### Provided information ###
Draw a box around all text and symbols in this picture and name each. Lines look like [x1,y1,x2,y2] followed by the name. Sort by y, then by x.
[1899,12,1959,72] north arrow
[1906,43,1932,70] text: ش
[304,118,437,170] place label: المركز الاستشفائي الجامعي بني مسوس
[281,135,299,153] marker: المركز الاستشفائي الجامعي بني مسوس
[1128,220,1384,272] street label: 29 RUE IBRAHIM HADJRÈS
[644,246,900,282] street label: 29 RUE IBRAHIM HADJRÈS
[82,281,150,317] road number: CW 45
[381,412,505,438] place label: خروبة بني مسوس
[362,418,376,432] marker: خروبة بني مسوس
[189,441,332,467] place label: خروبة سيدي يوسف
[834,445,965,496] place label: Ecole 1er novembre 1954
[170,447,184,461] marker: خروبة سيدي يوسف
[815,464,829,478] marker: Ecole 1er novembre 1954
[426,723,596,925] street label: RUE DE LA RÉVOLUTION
###
Work instructions: Whatever appears in the lines above should be copied exactly.

Output of the exercise:
Draw a box around all text and symbols in this picture and name each. Lines look like [x1,y1,x2,y2] followed by the name. Sort by y, then by x.
[1899,12,1959,72] north arrow
[1906,43,1932,70] text: ش
[304,118,437,170] place label: المركز الاستشفائي الجامعي بني مسوس
[281,135,299,153] marker: المركز الاستشفائي الجامعي بني مسوس
[1128,220,1384,272] street label: 29 RUE IBRAHIM HADJRÈS
[644,246,900,282] street label: 29 RUE IBRAHIM HADJRÈS
[82,281,150,317] road number: CW 45
[381,412,505,438] place label: خروبة بني مسوس
[362,418,376,432] marker: خروبة بني مسوس
[189,441,332,467] place label: خروبة سيدي يوسف
[834,445,965,496] place label: Ecole 1er novembre 1954
[170,447,184,461] marker: خروبة سيدي يوسف
[815,464,829,478] marker: Ecole 1er novembre 1954
[426,723,596,925] street label: RUE DE LA RÉVOLUTION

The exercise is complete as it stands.